Once I've changed, I unclip the back of my necklace and take it off, placing it in a sealable bag and closing it shut before putting it inside the bag with my clothes inside. I unlock the cubicle door, walking over to the sink where I tie my hair into a high messy bun before taking a look at myself. My belly is practically hanging and is on the edge of becoming swollen. I sigh as I shake my head lightly, taking in my reflection until Piper appears by my side and I see her smile by looking at the mirror.

"I don't know how you're so pretty," she says. I raise an eyebrow, not moving my eyes away to set them on her as I just continue to look at myself.

"Well that's a complete lie," I say. She shakes her head.

"No, it isn't. Not all girls can look as good as you in a bikini when pregnant at the age of eighteen," she states. I frown. "James did good," she adds before walking off and leaving, allowing me to delve into my own thoughts once again.

I know she's only saying it to reassure me. But sometimes it's just better to state the truth. Even though I know it's just the pregnancy taking control, it feels so deflating to know that I am going to have to lose all of the weight I put on after I give birth. I know that when I walk around with a small baby in my arms and people look at me, they wouldn't think I would be her mother. Perhaps they'd think I was the sister. However, if I was walking around with James and our baby girl, then it would be blindingly obvious she'd be mine and even though most people wouldn't really care, I know that I'd just feel judged and hurt and even slightly ashamed or like I'm a disgrace. I know that I'll love my daughter no matter what but at the same time, I know that I'd feel so uneasy and self-conscious. Not to mention the fact that James and I will have to move out of his mum's house since we can't live there forever, especially not with a baby in tow. 

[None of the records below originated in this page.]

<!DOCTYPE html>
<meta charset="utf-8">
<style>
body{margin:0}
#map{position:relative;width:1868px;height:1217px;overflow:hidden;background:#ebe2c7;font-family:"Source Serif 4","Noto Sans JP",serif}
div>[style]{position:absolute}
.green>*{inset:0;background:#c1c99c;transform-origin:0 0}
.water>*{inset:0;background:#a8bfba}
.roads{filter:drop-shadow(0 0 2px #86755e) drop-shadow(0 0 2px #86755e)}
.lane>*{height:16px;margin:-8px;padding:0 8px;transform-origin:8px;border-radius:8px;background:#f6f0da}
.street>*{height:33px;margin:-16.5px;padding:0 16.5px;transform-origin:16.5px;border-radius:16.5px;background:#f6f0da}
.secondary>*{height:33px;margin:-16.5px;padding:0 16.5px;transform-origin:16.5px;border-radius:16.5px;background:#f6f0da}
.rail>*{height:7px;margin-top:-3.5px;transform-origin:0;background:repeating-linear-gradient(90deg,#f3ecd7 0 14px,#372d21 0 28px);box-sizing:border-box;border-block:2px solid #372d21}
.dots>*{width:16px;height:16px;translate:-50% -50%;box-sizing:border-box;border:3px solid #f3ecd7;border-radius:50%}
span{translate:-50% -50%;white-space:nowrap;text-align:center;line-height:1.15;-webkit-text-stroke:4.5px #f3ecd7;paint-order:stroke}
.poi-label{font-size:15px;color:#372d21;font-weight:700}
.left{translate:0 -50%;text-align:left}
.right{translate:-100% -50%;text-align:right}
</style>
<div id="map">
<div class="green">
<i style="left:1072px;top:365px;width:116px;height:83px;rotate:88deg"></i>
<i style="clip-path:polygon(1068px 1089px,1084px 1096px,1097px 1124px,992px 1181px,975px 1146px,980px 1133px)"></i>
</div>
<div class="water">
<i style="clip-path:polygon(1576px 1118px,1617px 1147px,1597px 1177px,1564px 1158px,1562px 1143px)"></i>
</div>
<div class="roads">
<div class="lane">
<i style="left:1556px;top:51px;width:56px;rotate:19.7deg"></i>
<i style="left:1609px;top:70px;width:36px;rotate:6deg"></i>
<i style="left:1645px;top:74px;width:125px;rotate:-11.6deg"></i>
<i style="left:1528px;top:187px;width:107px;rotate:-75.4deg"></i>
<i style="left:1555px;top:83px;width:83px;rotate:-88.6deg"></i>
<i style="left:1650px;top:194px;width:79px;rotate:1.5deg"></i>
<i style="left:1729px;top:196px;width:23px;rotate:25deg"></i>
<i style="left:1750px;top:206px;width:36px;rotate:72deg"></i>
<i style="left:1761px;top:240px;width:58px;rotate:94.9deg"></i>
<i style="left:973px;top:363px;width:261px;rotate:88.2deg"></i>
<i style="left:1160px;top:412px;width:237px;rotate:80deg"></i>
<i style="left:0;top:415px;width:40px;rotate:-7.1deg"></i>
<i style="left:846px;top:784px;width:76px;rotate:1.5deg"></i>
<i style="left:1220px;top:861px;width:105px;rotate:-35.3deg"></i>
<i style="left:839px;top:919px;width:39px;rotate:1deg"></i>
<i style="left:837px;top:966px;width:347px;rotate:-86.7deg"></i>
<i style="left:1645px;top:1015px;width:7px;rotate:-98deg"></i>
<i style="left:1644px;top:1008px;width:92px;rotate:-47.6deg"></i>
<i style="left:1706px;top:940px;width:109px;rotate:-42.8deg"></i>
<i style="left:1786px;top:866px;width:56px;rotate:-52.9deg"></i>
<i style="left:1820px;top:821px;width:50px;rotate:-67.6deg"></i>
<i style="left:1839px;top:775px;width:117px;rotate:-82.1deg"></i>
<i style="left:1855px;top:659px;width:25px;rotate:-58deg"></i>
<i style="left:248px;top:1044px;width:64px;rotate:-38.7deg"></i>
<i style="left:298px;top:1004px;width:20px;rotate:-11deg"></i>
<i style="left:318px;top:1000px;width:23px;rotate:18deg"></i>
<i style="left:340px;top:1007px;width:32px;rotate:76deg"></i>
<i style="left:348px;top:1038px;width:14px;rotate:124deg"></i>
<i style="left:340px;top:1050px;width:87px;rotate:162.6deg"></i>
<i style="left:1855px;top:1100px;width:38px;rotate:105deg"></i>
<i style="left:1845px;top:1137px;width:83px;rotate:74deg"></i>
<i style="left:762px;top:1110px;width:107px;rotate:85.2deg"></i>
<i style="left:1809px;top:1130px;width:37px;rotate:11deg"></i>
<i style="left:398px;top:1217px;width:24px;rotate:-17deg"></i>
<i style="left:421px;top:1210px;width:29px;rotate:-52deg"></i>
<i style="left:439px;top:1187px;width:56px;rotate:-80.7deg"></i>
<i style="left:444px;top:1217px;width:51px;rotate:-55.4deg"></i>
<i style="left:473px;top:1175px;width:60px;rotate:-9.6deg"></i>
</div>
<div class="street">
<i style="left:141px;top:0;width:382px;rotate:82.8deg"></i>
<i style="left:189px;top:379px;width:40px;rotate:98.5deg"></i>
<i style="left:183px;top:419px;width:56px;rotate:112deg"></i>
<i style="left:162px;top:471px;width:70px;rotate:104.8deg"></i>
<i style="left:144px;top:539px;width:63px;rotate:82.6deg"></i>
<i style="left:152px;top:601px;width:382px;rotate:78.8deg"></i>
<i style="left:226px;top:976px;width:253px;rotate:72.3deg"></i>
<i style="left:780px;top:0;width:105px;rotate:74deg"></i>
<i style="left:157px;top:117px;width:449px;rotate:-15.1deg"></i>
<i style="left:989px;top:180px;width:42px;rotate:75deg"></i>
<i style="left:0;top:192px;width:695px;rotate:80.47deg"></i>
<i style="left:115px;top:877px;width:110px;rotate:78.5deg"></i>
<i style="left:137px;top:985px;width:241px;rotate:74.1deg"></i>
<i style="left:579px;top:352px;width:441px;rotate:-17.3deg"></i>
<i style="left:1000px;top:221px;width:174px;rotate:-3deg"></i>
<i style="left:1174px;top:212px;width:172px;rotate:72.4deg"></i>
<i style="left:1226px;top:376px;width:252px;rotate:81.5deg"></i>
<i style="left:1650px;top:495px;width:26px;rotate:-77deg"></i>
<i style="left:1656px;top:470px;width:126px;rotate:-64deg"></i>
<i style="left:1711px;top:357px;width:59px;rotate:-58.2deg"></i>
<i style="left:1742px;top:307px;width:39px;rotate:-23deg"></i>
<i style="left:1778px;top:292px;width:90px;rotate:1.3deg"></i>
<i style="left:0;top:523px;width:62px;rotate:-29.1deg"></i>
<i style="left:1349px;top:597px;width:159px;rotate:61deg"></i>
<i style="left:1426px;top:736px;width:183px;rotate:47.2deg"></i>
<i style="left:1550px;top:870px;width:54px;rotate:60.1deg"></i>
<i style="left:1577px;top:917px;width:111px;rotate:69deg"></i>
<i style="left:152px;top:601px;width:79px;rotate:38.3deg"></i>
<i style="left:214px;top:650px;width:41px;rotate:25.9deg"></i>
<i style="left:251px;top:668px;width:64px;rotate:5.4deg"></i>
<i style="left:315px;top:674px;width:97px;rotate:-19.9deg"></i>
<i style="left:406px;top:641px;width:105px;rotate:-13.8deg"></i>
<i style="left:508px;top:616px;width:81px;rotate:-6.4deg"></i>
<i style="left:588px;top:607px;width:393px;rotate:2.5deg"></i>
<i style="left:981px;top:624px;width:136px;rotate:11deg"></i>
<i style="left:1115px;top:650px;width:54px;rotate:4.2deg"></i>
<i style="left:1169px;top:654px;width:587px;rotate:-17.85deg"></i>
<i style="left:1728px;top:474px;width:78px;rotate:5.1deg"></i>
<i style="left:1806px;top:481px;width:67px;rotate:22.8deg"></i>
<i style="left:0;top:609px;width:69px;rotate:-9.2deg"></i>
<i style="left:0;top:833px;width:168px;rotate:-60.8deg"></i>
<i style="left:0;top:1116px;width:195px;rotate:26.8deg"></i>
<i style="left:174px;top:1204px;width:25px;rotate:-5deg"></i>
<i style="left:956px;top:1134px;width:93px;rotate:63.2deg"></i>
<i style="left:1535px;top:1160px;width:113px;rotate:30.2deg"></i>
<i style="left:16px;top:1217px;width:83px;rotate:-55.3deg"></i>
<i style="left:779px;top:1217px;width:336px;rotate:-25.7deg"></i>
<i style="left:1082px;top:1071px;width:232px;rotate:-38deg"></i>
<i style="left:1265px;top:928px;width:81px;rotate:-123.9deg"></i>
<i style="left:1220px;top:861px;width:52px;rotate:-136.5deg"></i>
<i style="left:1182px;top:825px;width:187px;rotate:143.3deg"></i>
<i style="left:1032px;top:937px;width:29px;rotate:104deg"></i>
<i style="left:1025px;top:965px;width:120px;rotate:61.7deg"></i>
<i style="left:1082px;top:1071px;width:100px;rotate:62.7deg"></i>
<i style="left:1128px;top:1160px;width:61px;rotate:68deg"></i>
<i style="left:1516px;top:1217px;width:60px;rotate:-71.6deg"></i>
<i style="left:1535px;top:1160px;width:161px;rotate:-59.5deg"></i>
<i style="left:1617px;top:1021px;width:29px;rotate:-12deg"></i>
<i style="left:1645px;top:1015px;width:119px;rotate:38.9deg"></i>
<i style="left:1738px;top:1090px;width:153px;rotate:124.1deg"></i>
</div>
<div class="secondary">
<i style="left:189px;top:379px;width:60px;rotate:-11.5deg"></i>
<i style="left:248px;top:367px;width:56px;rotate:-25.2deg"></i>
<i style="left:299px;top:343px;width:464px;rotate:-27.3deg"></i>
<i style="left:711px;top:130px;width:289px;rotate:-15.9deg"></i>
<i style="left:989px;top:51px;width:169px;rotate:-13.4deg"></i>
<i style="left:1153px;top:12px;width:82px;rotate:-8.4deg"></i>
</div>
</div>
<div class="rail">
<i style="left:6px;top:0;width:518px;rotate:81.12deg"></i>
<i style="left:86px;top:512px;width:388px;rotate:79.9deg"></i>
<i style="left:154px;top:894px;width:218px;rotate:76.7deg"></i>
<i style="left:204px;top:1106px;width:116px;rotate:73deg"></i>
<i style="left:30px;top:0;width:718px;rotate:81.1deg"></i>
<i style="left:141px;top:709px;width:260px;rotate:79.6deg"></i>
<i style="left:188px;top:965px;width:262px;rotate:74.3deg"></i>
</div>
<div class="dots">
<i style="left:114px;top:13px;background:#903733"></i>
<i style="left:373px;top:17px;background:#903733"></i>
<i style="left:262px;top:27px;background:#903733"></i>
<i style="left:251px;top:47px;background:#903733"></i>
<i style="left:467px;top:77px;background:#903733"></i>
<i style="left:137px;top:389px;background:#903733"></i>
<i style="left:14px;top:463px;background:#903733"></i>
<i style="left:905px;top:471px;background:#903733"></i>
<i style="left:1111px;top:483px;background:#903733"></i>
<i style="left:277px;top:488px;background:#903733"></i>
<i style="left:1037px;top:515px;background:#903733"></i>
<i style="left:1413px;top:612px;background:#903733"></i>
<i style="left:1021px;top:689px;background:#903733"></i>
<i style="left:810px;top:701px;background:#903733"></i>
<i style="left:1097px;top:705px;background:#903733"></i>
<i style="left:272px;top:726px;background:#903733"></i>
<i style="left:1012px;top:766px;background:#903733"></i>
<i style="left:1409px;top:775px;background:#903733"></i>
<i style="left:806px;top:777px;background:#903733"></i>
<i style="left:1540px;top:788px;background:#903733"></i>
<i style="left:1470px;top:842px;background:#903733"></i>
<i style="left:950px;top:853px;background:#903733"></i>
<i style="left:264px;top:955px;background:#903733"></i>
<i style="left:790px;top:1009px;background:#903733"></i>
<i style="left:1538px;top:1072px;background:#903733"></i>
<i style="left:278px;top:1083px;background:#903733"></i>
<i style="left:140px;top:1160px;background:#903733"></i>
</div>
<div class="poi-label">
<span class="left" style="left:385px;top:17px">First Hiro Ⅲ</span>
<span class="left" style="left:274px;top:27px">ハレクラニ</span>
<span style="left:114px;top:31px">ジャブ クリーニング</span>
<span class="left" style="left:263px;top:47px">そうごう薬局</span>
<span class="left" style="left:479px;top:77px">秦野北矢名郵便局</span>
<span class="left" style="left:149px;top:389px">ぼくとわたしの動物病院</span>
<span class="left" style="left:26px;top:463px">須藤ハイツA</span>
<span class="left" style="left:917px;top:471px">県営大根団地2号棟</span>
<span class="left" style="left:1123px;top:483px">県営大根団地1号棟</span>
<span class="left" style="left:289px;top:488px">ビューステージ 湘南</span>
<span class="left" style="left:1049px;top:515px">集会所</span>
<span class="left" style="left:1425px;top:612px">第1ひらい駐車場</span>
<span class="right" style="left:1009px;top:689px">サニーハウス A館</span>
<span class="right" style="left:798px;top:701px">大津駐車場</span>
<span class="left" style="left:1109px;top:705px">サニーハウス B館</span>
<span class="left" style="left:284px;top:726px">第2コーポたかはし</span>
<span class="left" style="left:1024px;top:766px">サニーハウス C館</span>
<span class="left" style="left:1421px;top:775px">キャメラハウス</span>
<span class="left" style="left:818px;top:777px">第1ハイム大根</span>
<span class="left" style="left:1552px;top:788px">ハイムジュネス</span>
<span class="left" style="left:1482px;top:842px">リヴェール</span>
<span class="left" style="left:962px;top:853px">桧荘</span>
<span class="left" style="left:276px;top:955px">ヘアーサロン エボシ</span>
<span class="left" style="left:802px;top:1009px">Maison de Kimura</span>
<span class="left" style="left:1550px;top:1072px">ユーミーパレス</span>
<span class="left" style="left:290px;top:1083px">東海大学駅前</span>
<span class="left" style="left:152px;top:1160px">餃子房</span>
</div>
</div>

I just feel so overcome with fear that I won't be looked at the same way ever again. Every time I pass someone from school, they won't look at me as the shy, weak, unconfident girl who somehow knows the answer to every maths or science equation. No. Instead I'll be looked at as the irresponsible, pathetic, careless girl who doesn't plan her life properly and in the right order. I couldn't even wait to get married until I got myself into this situation and now I'm going to have a wedding where the pictures would be of me, James and a massive baby bump between us. How unconventional is that? And then on the day we'll be receiving more gifts for the baby than for James and I as it would be all anyone would be able to think about. They'd be congratulating us out of pity. How charming for two teenagers who still haven't even figured out the main purpose of life to be starting their own family, raising money and trying to get enough earnings. Although saying that, I could also debate that the meaning and purpose of life is to love. You fall in love with someone and spend the rest of your days together. Well, James and I have already done that but I still can't fight the feeling that we completely rushed into it.